Green a cette qualité, que j'apprécie beaucoup, de ne pas être dans le descriptif d'un personnage, d'un décor - qu'il préfère laisser au lecteur d'imaginer -, mais dans les situations et dans l'action, lesquelles suscitent d'emblée l'émotion et la réflexion.
-
La fin d'une liaison - est la traduction biaisée de - The end of an affair -, qui, sémantiquement, s'apparente davantage à une histoire d'amour, je dirais pour ma part à une passion.
Pourquoi passion ?
Parce que l'homme et l'auteur sont dans la période mystique, spirituelle religieuse - je vous laisse le choix des mots - de leur vie et de leur oeuvre -, et par conséquent le mot passion recouvre à lui seul la passion humaine, qu'elle soit amoureuse ou charnelle... ou les deux... et la passion christique.
Et c'est tout à fait à ces deux passions auxquelles nous avons affaire dans ce livre écrit en 1951, entre Maurice Bendrix, l'amant agnostique, possessif et jaloux et Sarah Miles, sa maîtresse adultérine, déchirée entre son amour pour Bendrix et celui pour un Dieu auquel elle se refuse d'abord mais à qui elle finira par s'abandonner.

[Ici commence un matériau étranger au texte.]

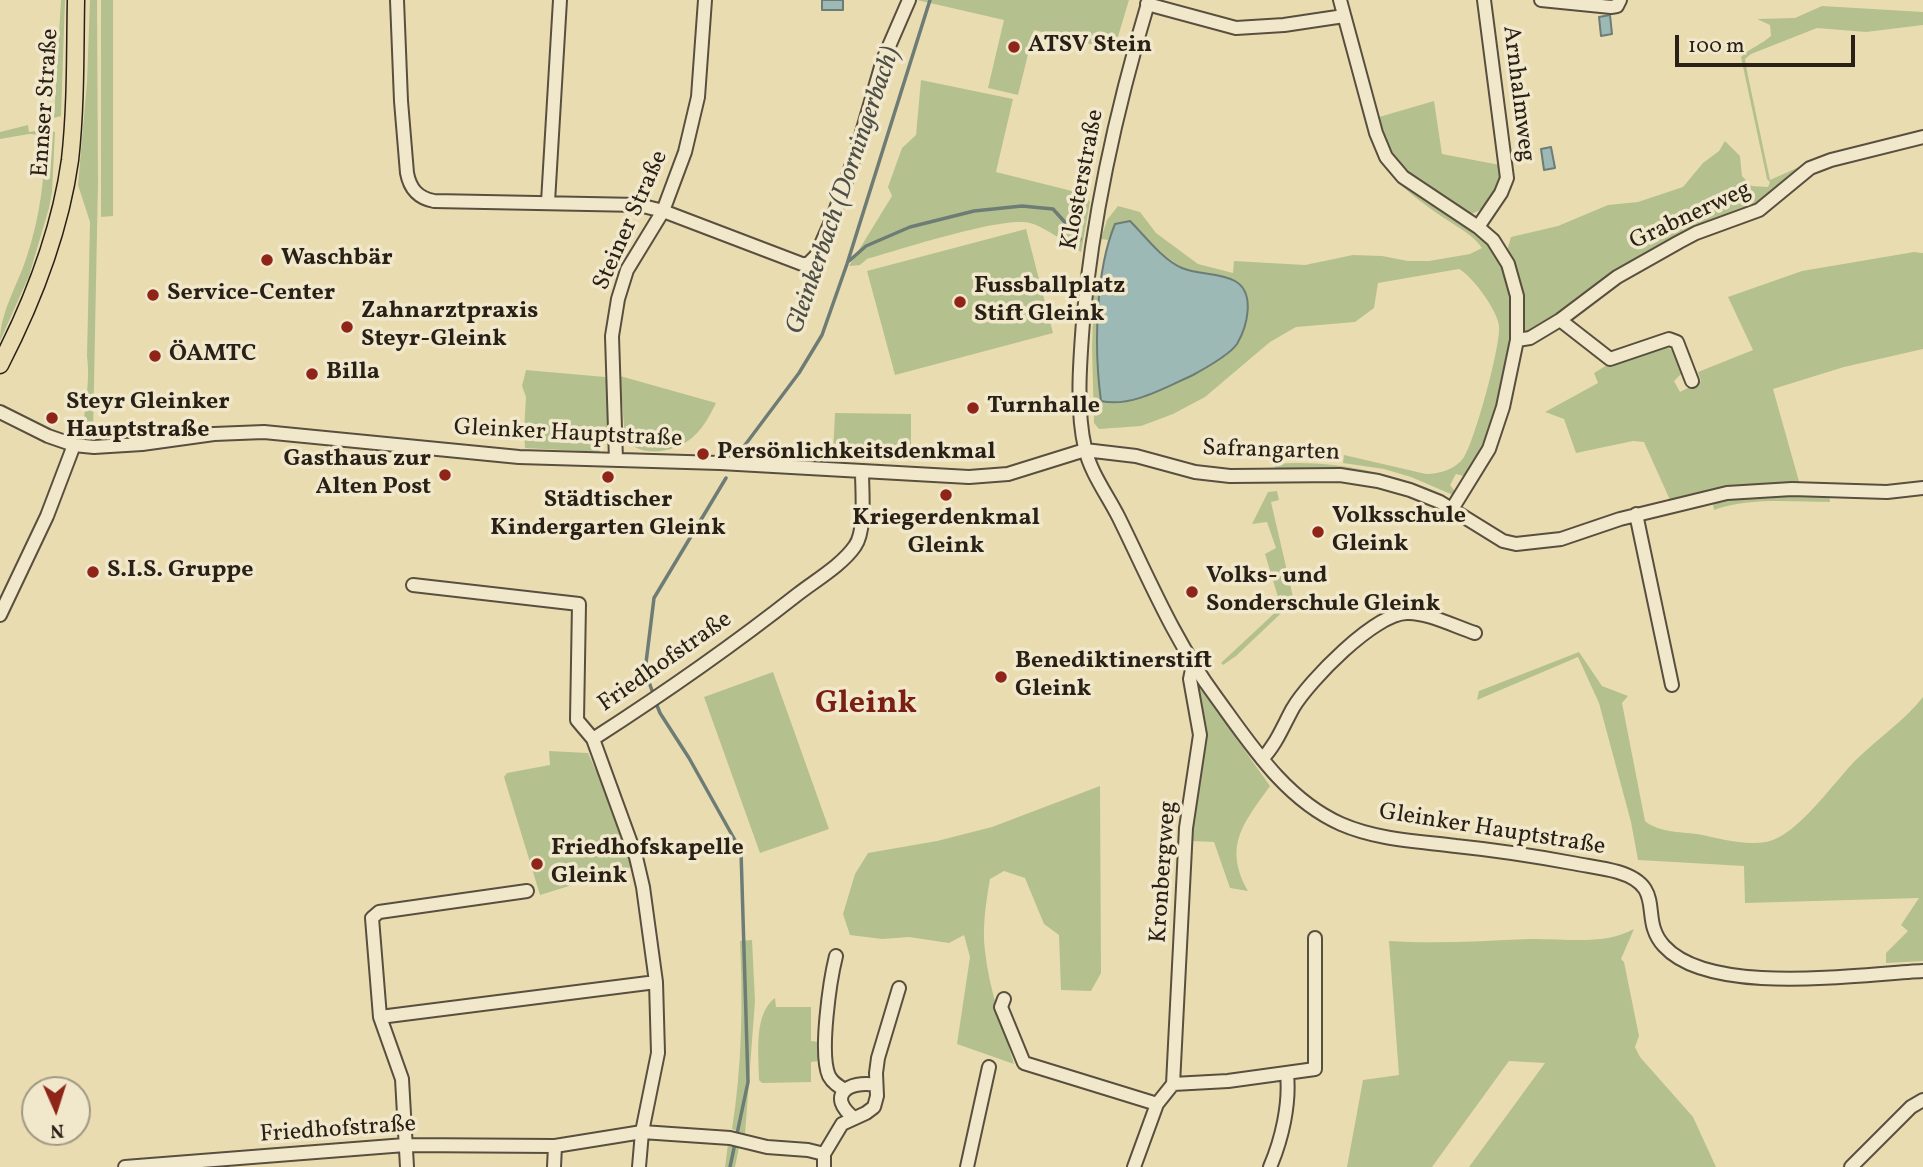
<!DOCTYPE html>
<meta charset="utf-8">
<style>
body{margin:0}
#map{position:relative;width:1923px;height:1167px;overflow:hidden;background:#eadcb1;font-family:Vollkorn,serif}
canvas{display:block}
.north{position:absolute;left:21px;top:1076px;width:70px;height:70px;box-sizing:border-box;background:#f1e8cc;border:2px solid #a19884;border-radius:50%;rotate:177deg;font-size:19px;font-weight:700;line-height:28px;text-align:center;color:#292017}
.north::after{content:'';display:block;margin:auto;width:24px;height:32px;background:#8f2418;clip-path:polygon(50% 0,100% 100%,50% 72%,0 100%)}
.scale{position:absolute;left:1675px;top:35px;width:180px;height:32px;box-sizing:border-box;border:4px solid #292017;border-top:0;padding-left:9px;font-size:21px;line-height:24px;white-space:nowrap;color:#292017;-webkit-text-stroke:5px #f1e8cc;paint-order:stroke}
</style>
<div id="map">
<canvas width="1923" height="1167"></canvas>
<div class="north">N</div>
<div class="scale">100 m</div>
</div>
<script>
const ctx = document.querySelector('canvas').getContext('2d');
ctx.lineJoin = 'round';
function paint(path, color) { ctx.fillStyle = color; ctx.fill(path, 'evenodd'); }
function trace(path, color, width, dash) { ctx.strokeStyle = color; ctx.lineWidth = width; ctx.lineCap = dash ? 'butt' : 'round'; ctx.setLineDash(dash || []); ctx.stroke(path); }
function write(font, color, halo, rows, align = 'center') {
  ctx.font = font + ' Vollkorn,serif'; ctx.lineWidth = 7; ctx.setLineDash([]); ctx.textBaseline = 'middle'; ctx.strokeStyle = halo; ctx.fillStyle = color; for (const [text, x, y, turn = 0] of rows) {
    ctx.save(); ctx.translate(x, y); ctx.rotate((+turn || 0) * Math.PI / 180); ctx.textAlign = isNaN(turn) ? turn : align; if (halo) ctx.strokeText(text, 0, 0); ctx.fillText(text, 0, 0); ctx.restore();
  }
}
const green = new Path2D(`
 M61,0H65L61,116L54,118Z
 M90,0H97L98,183L93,434L89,435L81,430V421L84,419C86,396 90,380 87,356L90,222L78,185L87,82Z
 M101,0H113V216L101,217Z
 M917,0H1129L1114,50L1034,30L1018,95L988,88L1004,20Z
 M1822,6L1923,12V25L1866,32L1817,28L1751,54L1745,59L1748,76L1770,180L1808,163L1767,201L1680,237L1649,252L1551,322L1528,333L1524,329L1522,302L1507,251L1511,237L1558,226L1608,205L1638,202L1683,187L1703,163L1719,151L1725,141L1740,156L1742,176L1752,186L1768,187L1770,182L1767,179L1741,57C1750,48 1762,44 1771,36L1770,25L1757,19L1795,18Z
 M921,80L1013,99L996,172L1084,194L1090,202L1081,252C1068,244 1043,226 1030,223C1002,216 899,250 867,259L860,265L849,266L892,196L888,187L902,148L916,135Z
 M1434,101L1442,154L1500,165C1500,171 1502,178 1500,183C1495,196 1481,215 1467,214C1444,200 1411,186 1395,164C1386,151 1383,132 1379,117Z
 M1370,120C1373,130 1375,142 1380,151C1384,159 1396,166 1404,172C1430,193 1464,216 1487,240C1540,297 1500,419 1467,477L1456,474L1450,485L1456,493L1453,495L1411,477L1384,469L1343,463L1344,455L1426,474C1440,474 1456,469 1464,457C1475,440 1501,345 1499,326C1497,310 1473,277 1459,269L1378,283L1374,308L1355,322L1296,327L1270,342L1205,397L1173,414L1141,426L1099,429L1094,423L1092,347L1094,284L1099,285L1098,379L1133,399L1204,369L1236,281L1182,268L1163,254L1130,222L1115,224L1108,240L1101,239L1107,220L1118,206L1140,212L1156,233L1198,264L1233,273L1234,261L1305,265L1353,255L1382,256L1408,261H1429L1470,254L1482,248C1472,234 1459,228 1444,218C1400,188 1383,173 1366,122Z
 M28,125L29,132L47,129L55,132L52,192L49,208L29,276L0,341C0,313 17,286 26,259C40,218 45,177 45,135L29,134L0,139V132Z
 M1026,229L1053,333L895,375L867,271Z
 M1914,252L1923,253V349L1844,367L1773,389L1800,485L1733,488L1670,500L1644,442L1633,441L1576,453L1564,419L1545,412L1598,383L1594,373L1607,365L1664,345L1673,351L1683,372L1674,381L1680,392L1701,381L1698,372L1753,350L1728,297L1802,271Z
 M526,370L605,377L610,389V435L599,452L525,448L524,430L526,397L522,386Z
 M620,376L716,403C710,415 704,427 694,436C678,452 639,460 625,438Z
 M835,413L911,414V454L833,452Z
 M1276,464C1327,459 1396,473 1442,494L1445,498L1403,482L1274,470Z
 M1277,491L1279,500L1271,502L1294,601L1236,656L1223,665L1221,663L1281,607L1265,554L1276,548L1267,522L1252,524L1268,492Z
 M1829,494L1830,502C1793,502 1749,497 1714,510L1712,499L1749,495Z
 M1579,652L1602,686L1628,696L1622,703L1645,821C1658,832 1680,832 1697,834C1718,838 1744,846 1766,842C1799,836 1836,778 1860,756C1882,735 1905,720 1923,697V961L1886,963V953L1908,931L1901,925L1919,898L1745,903L1744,866L1638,860L1631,822L1599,703L1578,657L1477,700L1479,691Z
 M773,672L829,829L760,853L704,697Z
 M1198,681L1204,693L1270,786C1243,824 1223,846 1248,891L1230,888L1214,842L1191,841L1190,829L1205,731L1196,682Z
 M549,751L588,753L613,808L631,867L540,895L504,777L507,773L550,765Z
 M1100,786L1101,973L1091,991L1061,990L1059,935L1044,924L1025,878L1004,871L990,879C986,902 982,928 985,951C989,989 1003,1027 1014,1064L957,1044L970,957L964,935L949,943L909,937L882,939L850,935L843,914L855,874L868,853L937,841L992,827Z
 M1634,929L1621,959L1624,962L1639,1036L1635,1047L1640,1057L1693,1117L1716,1167H1469L1545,1063L1509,1061L1432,1167H1347L1363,1080L1399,1075L1389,941C1436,944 1482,941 1529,939C1564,938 1603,946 1634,929Z
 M752,940L755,1001L745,1134L732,1129C742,1067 743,1003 740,941Z
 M775,998L776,1007H811V1041L820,1042V1061L811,1062V1082L762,1083L759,1080C759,1056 753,1014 775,998Z
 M728,1144L739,1147L735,1167H725Z`);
const water = new Path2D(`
 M822,0H843V10H822Z
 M1610,15L1612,34L1601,36L1599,17Z
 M1551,147L1555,168L1544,170L1541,149Z
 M1130,221C1145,236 1162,259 1182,268C1198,275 1219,272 1235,281C1256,293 1247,327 1237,344C1230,354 1204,369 1193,375C1166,387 1131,408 1101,401C1094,350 1095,272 1115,224Z`);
const stream = new Path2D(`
 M849,261L866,246L910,227L974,211L1022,206L1053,209L1080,239
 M736,457L799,373L822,335L847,264L930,0
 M654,696L645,671L654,598L726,478
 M656,703L660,713L689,758L741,851L748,1082L730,1167`);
const minor = new Path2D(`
 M397,0L401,101L407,173C410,189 418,198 434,201L639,205L663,211L802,264H808L816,256L833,217L856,153L883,60L909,0
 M1149,0C1117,106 1093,212 1083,322C1080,361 1076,410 1085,448C1090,472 1108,496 1119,518C1149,579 1175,642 1216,697C1251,745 1285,799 1341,824C1378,840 1417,841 1456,846C1495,850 1534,856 1572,863C1587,866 1604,868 1618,872C1668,887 1638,918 1664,946C1710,997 1859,974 1923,971
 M1340,0L1376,133L1386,157L1403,177L1478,227L1493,240L1508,264L1517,296V340L1503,407L1489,449L1452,509
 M1541,0L1611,7L1617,6L1620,0
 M1147,4L1236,28L1284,25L1344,16
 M548,202L560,0
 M1478,227L1501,193L1507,178L1484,0
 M1560,320L1610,359L1669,339L1677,342L1692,381
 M1517,340L1530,338L1560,320L1617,277L1679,242L1696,233L1759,210L1810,168L1831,160L1923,137
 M0,412L48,436L74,445L94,447L142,444L214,434L264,432L519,457L720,463L969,477L1008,474L1085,450L1136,456L1195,472L1230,476L1340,475L1378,481L1410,490L1440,502L1503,541L1516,544L1561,539L1620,519L1727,493L1792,489L1887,492L1923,488
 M616,460L612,336L618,299L627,270L663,211L685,152L698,97L705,0
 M1636,514L1672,685
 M413,585L579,604L577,720L593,739
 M0,615L47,516L74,445
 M1262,759C1276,745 1283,726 1293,708C1309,681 1375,613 1407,613C1427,612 1456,627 1475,633
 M836,956C830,980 819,1054 829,1076C833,1083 838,1086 845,1090
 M1004,999L1001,1007L1024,1063L1157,1104
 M380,1017L656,982
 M1173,1084L1228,1081L1315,1069V938
 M854,1118C826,1096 848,1080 876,1085
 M824,1154L842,1124L866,1113L874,1107L877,1096L876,1073L878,1058L899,988
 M125,1167L405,1145L555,1146L642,1132L730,1138L767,1147L808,1150L824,1154V1167
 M407,1167L402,1079L380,1017L372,918L379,912L527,891
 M554,1167L555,1146
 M639,1167L642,1132L658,1053L656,982L643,887L636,857L593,739C663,694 732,646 798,594C816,580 842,565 855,546C866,531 862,490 862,472
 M967,1167L989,1067
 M1134,1167L1157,1104L1173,1084L1186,828L1200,735L1190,679L1193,665
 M1270,1167C1282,1139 1290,1104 1287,1074
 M1851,1167L1911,1107L1923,1100`);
const major = new Path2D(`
 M0,365C33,301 60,232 70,160C76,107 75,53 76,0`);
const markers = [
 [1014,47,7,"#8f2418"],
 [267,260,7,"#8f2418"],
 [153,295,7,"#8f2418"],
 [960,302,7,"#8f2418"],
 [347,327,7,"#8f2418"],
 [155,356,7,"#8f2418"],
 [312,374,7,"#8f2418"],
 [973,408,7,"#8f2418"],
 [52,418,7,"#8f2418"],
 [703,454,7,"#8f2418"],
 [445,475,7,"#8f2418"],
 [608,477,7,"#8f2418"],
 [946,495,7,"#8f2418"],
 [1318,532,7,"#8f2418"],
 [93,572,7,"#8f2418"],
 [1192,592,7,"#8f2418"],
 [1001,677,7,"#8f2418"],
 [537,864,7,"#8f2418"]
];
const poiNames = [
 ["ATSV Stein",1028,47],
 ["Waschbär",281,260],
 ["Fussballplatz",974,288],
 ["Stift Gleink",974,316],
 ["Service-Center",167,295],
 ["Zahnarztpraxis",361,313],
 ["Steyr-Gleink",361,341],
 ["ÖAMTC",169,356],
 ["Billa",326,374],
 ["Steyr Gleinker",66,404],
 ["Hauptstraße",66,432],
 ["Turnhalle",987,408],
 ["Persönlichkeitsdenkmal",717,454],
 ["Gasthaus zur",431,461,"right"],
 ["Alten Post",431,489,"right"],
 ["Städtischer",608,502,"center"],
 ["Kindergarten Gleink",608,530,"center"],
 ["Volksschule",1332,518],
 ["Gleink",1332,546],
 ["Kriegerdenkmal",946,520,"center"],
 ["Gleink",946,548,"center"],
 ["S.I.S. Gruppe",107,572],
 ["Volks- und",1206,578],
 ["Sonderschule Gleink",1206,606],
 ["Benediktinerstift",1015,663],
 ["Gleink",1015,691],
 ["Friedhofskapelle",551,850],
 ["Gleink",551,878]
];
const streetNames = [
 ["Arnhalmweg",1517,94,83],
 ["Ennser Straße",47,103,-86],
 ["Klosterstraße",1084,180,-79],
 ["Grabnerweg",1691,217,-25],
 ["Steiner Straße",632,221,-66],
 ["Gleinker Hauptstraße",568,435,3],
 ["Safrangarten",1271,452,2],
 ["Friedhofstraße",666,663,-35],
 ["Gleinker Hauptstraße",1492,831,9],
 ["Kronbergweg",1165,872,-86],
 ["Friedhofstraße",338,1131,-4]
];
const waterNames = [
 ["Gleinkerbach (Dorningerbach)",845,191,-71]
];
const districtNames = [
 ["Gleink",866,706]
];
paint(green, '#b4c18e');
paint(water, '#9cb9b6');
trace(water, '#6e7c76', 2);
trace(stream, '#6e7c76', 3.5);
trace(minor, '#594f3e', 16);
trace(major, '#292017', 19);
trace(minor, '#f1e8cc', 12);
trace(major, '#eadcb1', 16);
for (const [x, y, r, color] of markers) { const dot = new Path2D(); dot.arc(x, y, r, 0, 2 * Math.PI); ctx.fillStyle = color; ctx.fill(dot); trace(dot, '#f1e8cc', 2.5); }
write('bold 24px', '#292017', '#f1e8cc', poiNames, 'left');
write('24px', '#292017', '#f1e8cc', streetNames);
write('italic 26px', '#4c4e47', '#f1e8cc', waterNames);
write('bold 32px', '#7a1f14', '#f1e8cc', districtNames);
</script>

Entre autres qualités, ce roman a celle de meubler tout un univers grâce à huit personnages essentiels et pleins de relief en dépit du manque de "descriptif" - le psychologique supplée aisément le manque de portrait ou de peinture -.
Ces six personnages sont :
- Maurice Bendrix,
- Sarah Miles... tous deux déjà présentés.

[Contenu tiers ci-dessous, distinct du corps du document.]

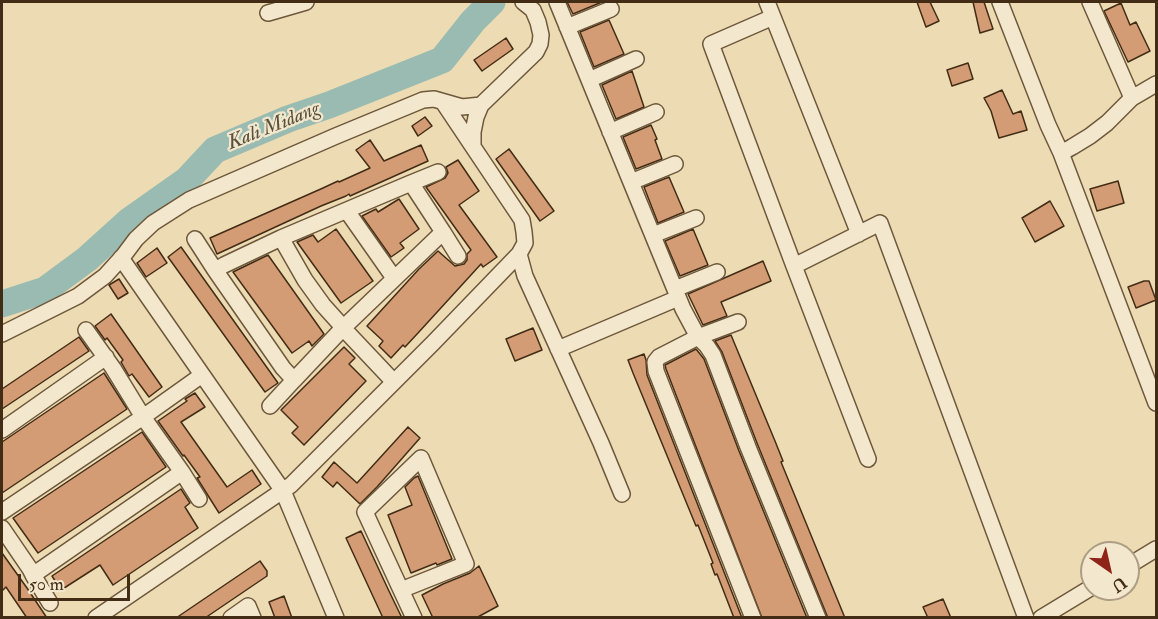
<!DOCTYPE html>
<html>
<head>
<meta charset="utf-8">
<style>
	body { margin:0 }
	#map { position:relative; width:1158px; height:619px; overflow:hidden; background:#eddcb3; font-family:"IM FELL Double Pica",serif }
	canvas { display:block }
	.frame { position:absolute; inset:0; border:3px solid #432c15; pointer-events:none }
	.north { position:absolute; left:1080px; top:541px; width:60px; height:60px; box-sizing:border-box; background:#f3e8ce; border:2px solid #ad9d84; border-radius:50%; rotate:146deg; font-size:16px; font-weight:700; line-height:24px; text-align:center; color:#432c15 }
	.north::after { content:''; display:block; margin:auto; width:21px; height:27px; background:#8f2418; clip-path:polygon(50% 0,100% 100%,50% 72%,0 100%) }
	.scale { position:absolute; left:18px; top:574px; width:112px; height:27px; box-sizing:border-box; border:3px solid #432c15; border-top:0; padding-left:8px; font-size:18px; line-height:21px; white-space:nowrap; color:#432c15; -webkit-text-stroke:4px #f3e8ce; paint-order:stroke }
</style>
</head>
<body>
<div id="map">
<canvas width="1158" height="619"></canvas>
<div class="frame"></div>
<div class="north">U</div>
<div class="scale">50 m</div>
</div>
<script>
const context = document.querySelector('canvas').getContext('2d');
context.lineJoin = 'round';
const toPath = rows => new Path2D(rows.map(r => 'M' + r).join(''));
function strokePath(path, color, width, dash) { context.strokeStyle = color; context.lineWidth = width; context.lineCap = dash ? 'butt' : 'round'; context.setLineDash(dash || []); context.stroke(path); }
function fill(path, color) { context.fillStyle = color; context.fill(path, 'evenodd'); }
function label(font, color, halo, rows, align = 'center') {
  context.font = font + ' "IM FELL Double Pica",serif'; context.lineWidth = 4.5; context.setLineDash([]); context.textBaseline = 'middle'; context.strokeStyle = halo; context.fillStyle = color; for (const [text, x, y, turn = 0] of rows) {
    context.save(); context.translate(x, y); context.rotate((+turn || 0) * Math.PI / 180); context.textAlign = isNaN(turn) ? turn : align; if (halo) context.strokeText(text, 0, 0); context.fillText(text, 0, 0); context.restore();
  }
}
strokePath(toPath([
	[2,304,45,290,87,259,129,221,187,180,215,150,288,119,329,105,442,60,473,21,492,2]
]), '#99bbb1', 27);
const building = toPath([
	[567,2,602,2,573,14,567,2],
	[917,2,930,2,939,21,926,27,917,2],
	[973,2,984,2,993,29,980,33,973,2],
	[1121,3,1130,25,1136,22,1150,51,1128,62,1104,11,1121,3],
	[609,20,624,54,594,67,580,32,609,20],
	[506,38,513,49,482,71,474,60,506,38],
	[968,63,973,79,952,86,947,70,968,63],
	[632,71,644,107,616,119,602,85,632,71],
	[1002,90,1013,114,1021,111,1027,130,999,138,991,111,984,98,1002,90],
	[425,117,432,126,418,136,412,126,425,117],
	[651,125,657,139,655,140,662,159,636,169,623,137,651,125],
	[370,140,384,161,421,145,428,161,350,196,349,194,346,196,321,206,217,254,210,238,323,188,338,181,339,182,370,168,356,150,370,140],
	[509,149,554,211,540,221,496,159,509,149],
	[458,160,479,191,459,205,497,257,483,267,481,264,418,333,405,347,403,345,391,358,379,346,383,341,367,326,419,269,438,251,455,266,464,264,467,260,467,254,471,250,426,187,445,178,448,173,446,167,458,160],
	[669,177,684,212,658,223,644,187,669,177],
	[1118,181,1124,203,1097,211,1090,189,1118,181],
	[399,199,419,229,400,243,404,248,391,257,362,216,376,209,378,212,399,199],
	[1050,201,1064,226,1035,242,1022,218,1050,201],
	[336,229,373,281,341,303,297,242,313,235,318,242,336,229],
	[693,229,708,265,680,276,665,241,693,229],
	[181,247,278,383,265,392,168,257,181,247],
	[157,248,167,263,146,277,137,263,157,248],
	[268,255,324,334,312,346,309,341,292,353,233,272,268,255],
	[763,261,771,281,721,302,727,316,703,325,688,294,763,261],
	[119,279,128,293,118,299,109,285,119,279],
	[1144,281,1149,281,1156,300,1136,308,1128,287,1144,281],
	[111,314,162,387,149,397,132,374,129,376,121,362,123,360,107,338,105,340,95,326,111,314],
	[533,328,542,350,515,361,506,339,533,328],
	[731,335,775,441,783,461,781,462,845,618,828,618,757,443,722,352,715,341,731,335],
	[79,337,89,351,2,409,2,389,79,337],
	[344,347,355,358,349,364,366,381,304,445,292,433,298,427,281,410,344,347],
	[696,349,704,359,739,451,807,618,762,618,666,369,665,365,696,349],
	[644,354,646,360,647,375,742,618,734,618,717,574,715,575,711,564,713,563,698,525,696,526,633,373,628,360,644,354],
	[104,373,127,409,2,493,2,442,104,373],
	[195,393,205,407,181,422,227,487,252,470,261,484,219,513,197,478,200,477,184,455,183,456,158,421,187,401,185,399,195,393],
	[408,427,420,438,377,487,360,504,337,482,333,487,322,477,334,462,357,483,408,427],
	[142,432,166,467,38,553,13,518,142,432],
	[418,476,452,559,437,565,436,563,411,573,388,515,412,505,405,487,414,478,418,476],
	[181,489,190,503,185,507,198,528,113,585,100,565,61,590,52,576,181,489],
	[361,531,388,589,402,618,383,618,346,538,361,531],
	[2,553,27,588,47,618,27,618,6,587,2,591,2,553],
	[260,561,267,571,267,576,205,618,176,618,260,561],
	[479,566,498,606,476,618,433,618,422,595,443,584,470,573,479,566],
	[284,596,292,618,275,618,269,602,284,596],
	[943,599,951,618,928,618,923,607,943,599]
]);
fill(building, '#d39c75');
strokePath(building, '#432c15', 1.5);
const street = toPath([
	[557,2,683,309,698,337,707,346,713,355,748,447,818,618],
	[767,2,773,17],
	[1000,2,1048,125,1061,153,1156,403],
	[1090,2,1132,98],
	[268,13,306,2],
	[567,27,611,9],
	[589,80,636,59],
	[610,132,656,112],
	[473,146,473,132,476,117,481,105,536,52,540,44,541,35,538,22,533,10,523,2],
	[1061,153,1072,147,1090,136,1107,123,1132,98,1156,84],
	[631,182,675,164],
	[411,183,438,172],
	[347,211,394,278],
	[443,232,458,256],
	[653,235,696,218],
	[281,238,411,183,443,232,343,328,294,380,283,368,215,270,224,265,281,238,305,280,323,305,341,325,343,328,394,382],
	[195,239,215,270],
	[519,254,525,276,601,443,622,494],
	[121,258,283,491,336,618],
	[794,266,711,44,773,17,859,234],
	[675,289,717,272],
	[738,322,698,337,659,357,655,362,656,371,753,618],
	[2,334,78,296,105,276,124,255,136,239,153,223,189,200,336,136,423,100,434,99,462,107,481,105],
	[558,349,671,301],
	[270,406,294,380],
	[2,430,106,357],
	[868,459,794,266,880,223,1026,618],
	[182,472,199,499],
	[2,512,143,417,113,368,86,330],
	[2,528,30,569,33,575,182,472,143,417,202,375],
	[1128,566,1156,549],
	[33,575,50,603],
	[401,590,466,564,421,458,365,512,401,590,414,618],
	[96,618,291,485,433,343,519,254,525,243,524,232,522,220,443,102],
	[231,618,248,606,253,618],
	[1041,618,1092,587]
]);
strokePath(street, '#6e583c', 18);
strokePath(street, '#f3e8ce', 15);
label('italic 20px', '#58503c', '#f3e8ce', [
	["Kali Midang",274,127,-22]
]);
</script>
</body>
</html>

- Henry Miles, l'époux trompé,
- Alfred Parkis , un veuf, détective privé... homme très singulier,
- Lance Parkis, fils et " élève" du détective, âgé de 12 ans et orphelin de mère,
- Richard Smythe, un prédicateur rationaliste, affublé de taches blanches sur la moitié gauche ou droite de son visage ; infirmité qui l'enlaidit et dont il souffre,
- le Père Crompton, un prêtre catholique ... incontournable dans ce roman,
- Mrs Bertram, mère de Sarah, pique-assiette et "bottineuse" invétérée ; elle détient un secret sur sa fille...
Cette histoire est donc celle d'une passion amoureuse à laquelle vient se substituer une passion irrationnelle, " céleste ".
C'est pour Greene l'occasion d'installer le débat auquel nous nous heurtons depuis la nuit des temps : Dieu est-il le fils de l'homme ou bien serait-ce l'inverse ?
Pour ce faire, l'auteur jalonne son roman de ce qu'on appelle les "coïncidences", ces signes que vous et moi interprétons à toutes les sauces et dont Einstein disait : « Les coïncidences sont une manière pour Dieu de rester anonyme .»
Pour parodier
Ian Fleming, je dirais pour ma part qu'une fois, c'est un hasard, deux fois, c'est une coïncidence, la troisième fois, c'est -selon chacun - la victoire ou la défaite du doute.
Ce roman est né de la relation de Greene avec Catherine Crompton - nom du prêtre dans le roman -, femme mariée avec laquelle il entretint une relation adultérine pendant vingt ans.
L'histoire se déroule avant le début de la Seconde Guerre mondiale ; la passion - mot employé à dessein - est vécue à Londres pendant la guerre, la rupture intervenant après les bombardements des premiers V1 sur la capitale anglaise ; elle se termine peu d'années après le conflit.
L'exploration psychologique des personnages est très fouillée, très réaliste.
À l'opposé de beaucoup de romans d'amour où domine l'affect, celui-ci est davantage "tripal"... d'où sa force.
De même que sont très réalistes, "osées" pour l'époque, les scènes intimes entre les amants et pas que...
J'ajouterai que ce Roman de Greene a connu de nombreuses adaptations cinématographiques, théâtrales et une version "opéra"... c'est dire !
Même si je demeure très attaché à -
La puissance et la gloire -, cette oeuvre est une oeuvre majeure tant pour Greene que pour la littérature en général.